> _GIVEN DATA_:
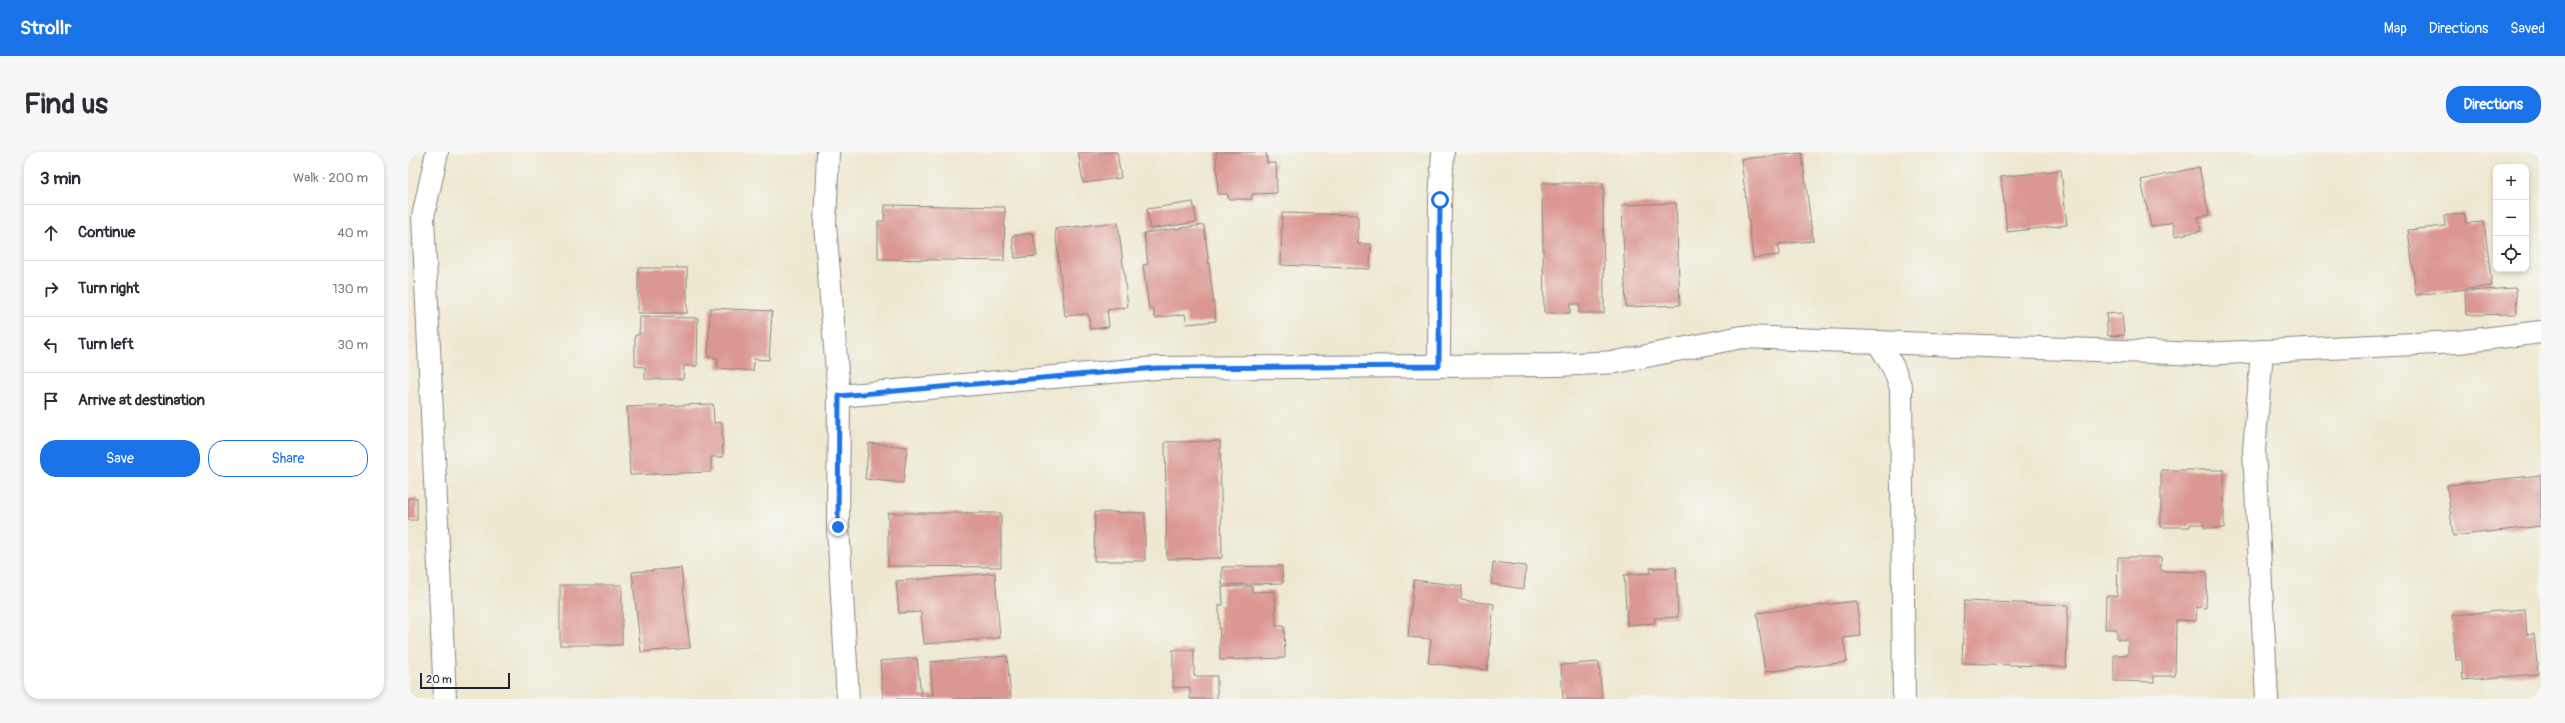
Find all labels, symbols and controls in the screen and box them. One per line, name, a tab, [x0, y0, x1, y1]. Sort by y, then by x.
text: Strollr	[20, 16, 71, 40]
text: Map	[2384, 20, 2407, 37]
text: Directions	[2429, 20, 2488, 37]
text: Saved	[2510, 20, 2545, 37]
button: Directions	[2446, 86, 2541, 123]
text: Find us	[24, 87, 108, 122]
map controls	[2493, 164, 2529, 272]
button: +	[2493, 164, 2529, 200]
text: 3 min	[40, 168, 81, 189]
text: Walk · 200 m	[293, 170, 368, 186]
route start	[1431, 191, 1449, 209]
button: −	[2493, 200, 2529, 236]
icon: ahead	[40, 222, 62, 244]
text: Continue	[78, 223, 136, 242]
text: 40 m	[337, 225, 368, 241]
button: locate	[2493, 236, 2529, 272]
icon: right	[40, 278, 62, 300]
text: Turn right	[78, 279, 139, 298]
text: 130 m	[332, 281, 368, 297]
icon: left	[40, 334, 62, 356]
text: Turn left	[78, 335, 134, 354]
text: 30 m	[338, 337, 368, 353]
icon: arrive	[40, 390, 62, 412]
text: Arrive at destination	[78, 391, 205, 410]
button: Save	[40, 440, 200, 477]
button: Share	[208, 440, 368, 477]
route end	[829, 518, 847, 536]
scale bar	[420, 671, 510, 690]
text: 20 m	[426, 673, 452, 686]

> _WORK ITEM_: Take the records above and transcribe them exactly, dropping every picture.

> _SOLVED EXERCISE_:
Find all labels, symbols and controls in the screen and box them. One per line, name, a tab, [x0, y0, x1, y1]. Sort by y, then by x.
text: Strollr	[20, 16, 71, 40]
text: Map	[2384, 20, 2407, 37]
text: Directions	[2429, 20, 2488, 37]
text: Saved	[2510, 20, 2545, 37]
button: Directions	[2446, 86, 2541, 123]
text: Find us	[24, 87, 108, 122]
map controls	[2493, 164, 2529, 272]
button: +	[2493, 164, 2529, 200]
text: 3 min	[40, 168, 81, 189]
text: Walk · 200 m	[293, 170, 368, 186]
route start	[1431, 191, 1449, 209]
button: −	[2493, 200, 2529, 236]
icon: ahead	[40, 222, 62, 244]
text: Continue	[78, 223, 136, 242]
text: 40 m	[337, 225, 368, 241]
button: locate	[2493, 236, 2529, 272]
icon: right	[40, 278, 62, 300]
text: Turn right	[78, 279, 139, 298]
text: 130 m	[332, 281, 368, 297]
icon: left	[40, 334, 62, 356]
text: Turn left	[78, 335, 134, 354]
text: 30 m	[338, 337, 368, 353]
icon: arrive	[40, 390, 62, 412]
text: Arrive at destination	[78, 391, 205, 410]
button: Save	[40, 440, 200, 477]
button: Share	[208, 440, 368, 477]
route end	[829, 518, 847, 536]
scale bar	[420, 671, 510, 690]
text: 20 m	[426, 673, 452, 686]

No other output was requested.